As the federal government shutdown enters its fourth week, environmental cleanups are starting to feel the effects. Parts of the government have been closed since Dec. 22, which has left about 800,000 federal workers furloughed or working without pay. The Environmental Protection Agency is included in the shutdown, and the EPA has stopped federal work on Superfund sites except for cases where the administration deems "there is an imminent threat to the safety of human life or to the protection of property."
The EPA released their shutdown contingency plan on December 31st and it includes some details of those still on the job. They estimate that around 800 employees will remain active because they are necessary for the protection of life and property. The document gives samples of such situations: “For example: if ceasing the operation of an acid mine drainage treatment plan would cause a release to a stream that provided drinking water to a community; the agency would consider that situation to pose an imminent threat. A second example is an emergency removal response to a situation posing an imminent threat to human health.”
The document goes on to detail which researchers may be exempted and may continue their work with pay. The EPA maintains 29 program and regional laboratories across the continental United States, performing a variety of toxicological and other tasks. Only those employees needed to ensure critical operating requirements are exempted, such as those who are caring for animals used in testing.
Some other exemptions are made, but for the most part, the EPA is shut down. Local Remedial Project Manager Nikia Green is one of those furloughed. He has cancelled all meetings with local groups and a recent request for an interview garnered an automatic response stating he would be out of the office for the duration of the shutdown. It is difficult to ascertain what impacts this is having, but it is safe to assume the negotiations toward a consent decree have been halted.
There have been efforts to reopen the EPA. The House approved legislation that would fund and reopen the Interior Department, Environmental Protection Agency and Forest Service in an 240-179 vote on Friday. But Senate Majority Leader Mitch McConnell has said he will not bring any of the bills up to a vote in the Senate until there is a deal between Trump and Democrats on the president’s demand for funding the border wall.
There are other sites in the state experiencing the shutdown, as well. Smurfit-Stone is another Superfund site downstream in Frenchtown, a defunct paper mill that has contamination that includes dioxins and furans. This site was only recently listed and is still in the initial stages of investigation.
It is a large site at around 3200 acres, with over 900 acres of unlined ponds used to store wastewater from the pulp mill that operated until 2010. Those ponds sit directly adjacent to the river, and many in the community are concerned at the possibility of contamination.
The Community Action Group associated with Smurfit-Stone site held a meeting early in January hoping to hear an update on sampling that has been done. But with the shutdown, Project Manager Allie Archer was unable to attend. This is the second month they have been put off, and with the duration of the shutdown uncertain, the next scheduled meeting with the EPA isn’t until March.
This left the group, and the community, anxious for answers. There are many unsettled issues at the site, including the extent of contamination and the stability of berms separating the contaminants from the Clark Fork River. Last year’s flooding raised concerns and an interim plan was put in place, but community members are awaiting a more solid plan.
Other sampling and analysis are in progress as well, including that of live fish from the area. Fish, Wildlife & Parks fisheries biologist David Schmetterling said fish collected months ago were still in a freezer in the EPA’s Denver lab, one of those that has been shuttered. It is unknown when the EPA will deliver those results, and even more uncertain with the shutdown.

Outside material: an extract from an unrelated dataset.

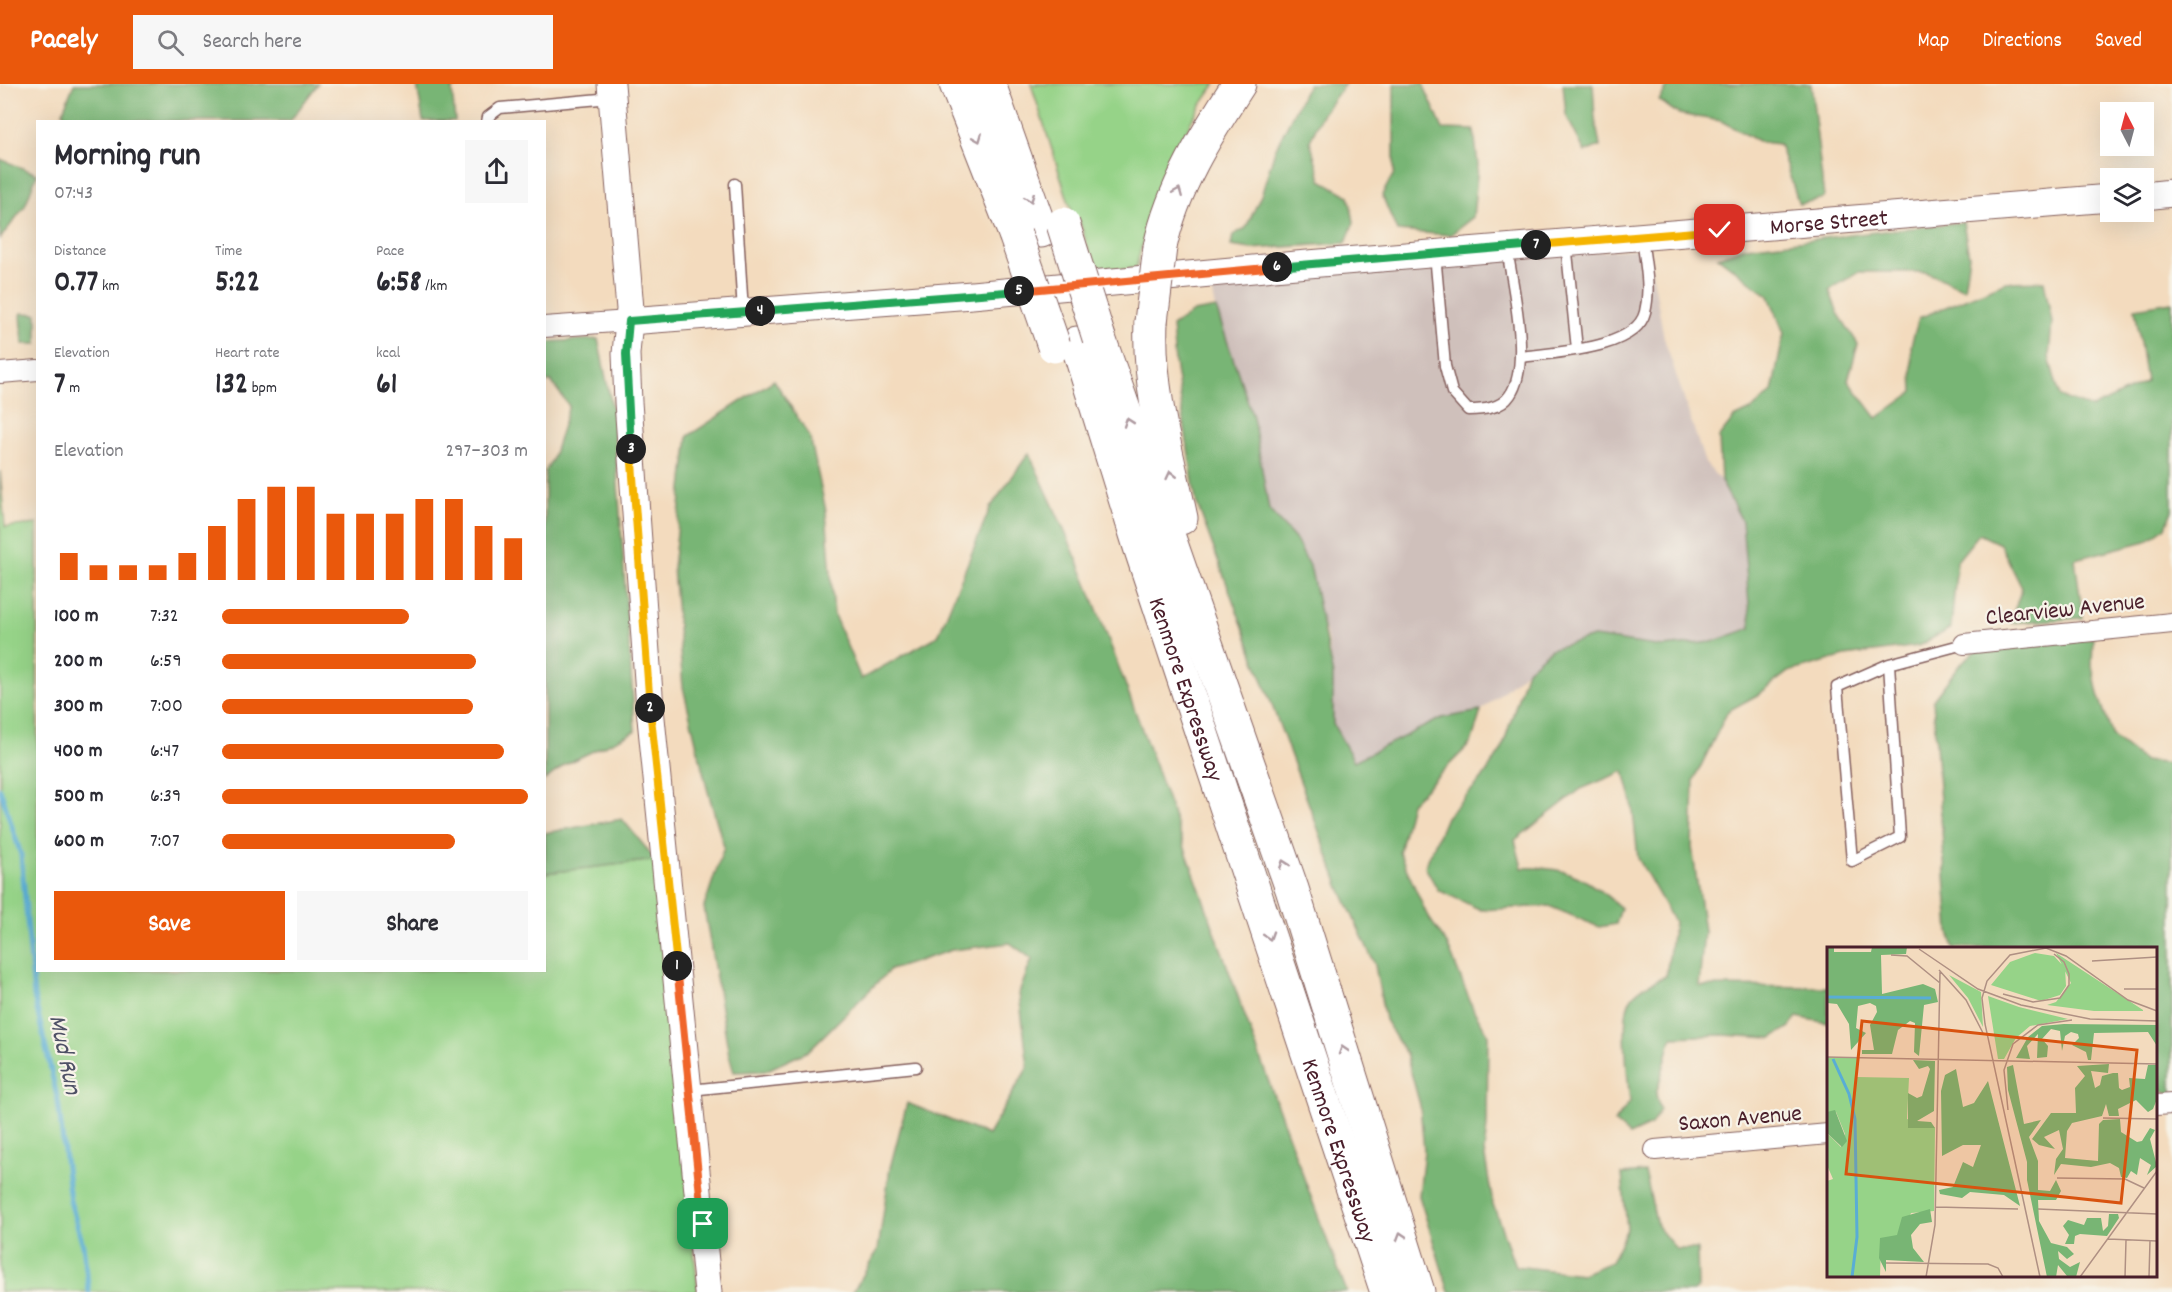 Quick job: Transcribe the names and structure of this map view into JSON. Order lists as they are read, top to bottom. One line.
{"streets":{"highway":["Kenmore Expressway"],"street":["Morse Street","Clearview Avenue","Saxon Avenue"]},"water":["Mud Run"],"north":"top","page":{"header":"Pacely","search":"Search here","nav":["Map","Directions","Saved"],"heading":["Morning run","07:43"],"stats":[["Distance","0.77 km"],["Time","5:22"],["Pace","6:58 /km"],["Elevation","7 m"],["Heart rate","132 bpm"],["kcal","61"]],"pins":["7","6","5","4","3","2","1"],"chart":["Elevation","297–303 m"],"list":[{"name":"100 m","note":"7:32"},{"name":"200 m","note":"6:59"},{"name":"300 m","note":"7:00"},{"name":"400 m","note":"6:47"},{"name":"500 m","note":"6:39"},{"name":"600 m","note":"7:07"}],"buttons":["Save","Share"]}}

Missoula county commissioners are also anxious to get answers, they sent a letter to Archer and the EPA requesting a mid-January meeting for an update. Last spring, commissioners accused the EPA of failing to address human and ecological health concerns, stating that “the current risk assessments do not reflect the actual risk at the site due to insufficient testing.”
But with the shutdown halting all progress, Missoula and Butte will have to wait to see how things shake out. No one knows how long the shutdown will last, or how the interruption will affect ongoing work. Everyone seems to agree they would rather see these superfund sites getting the attention they require.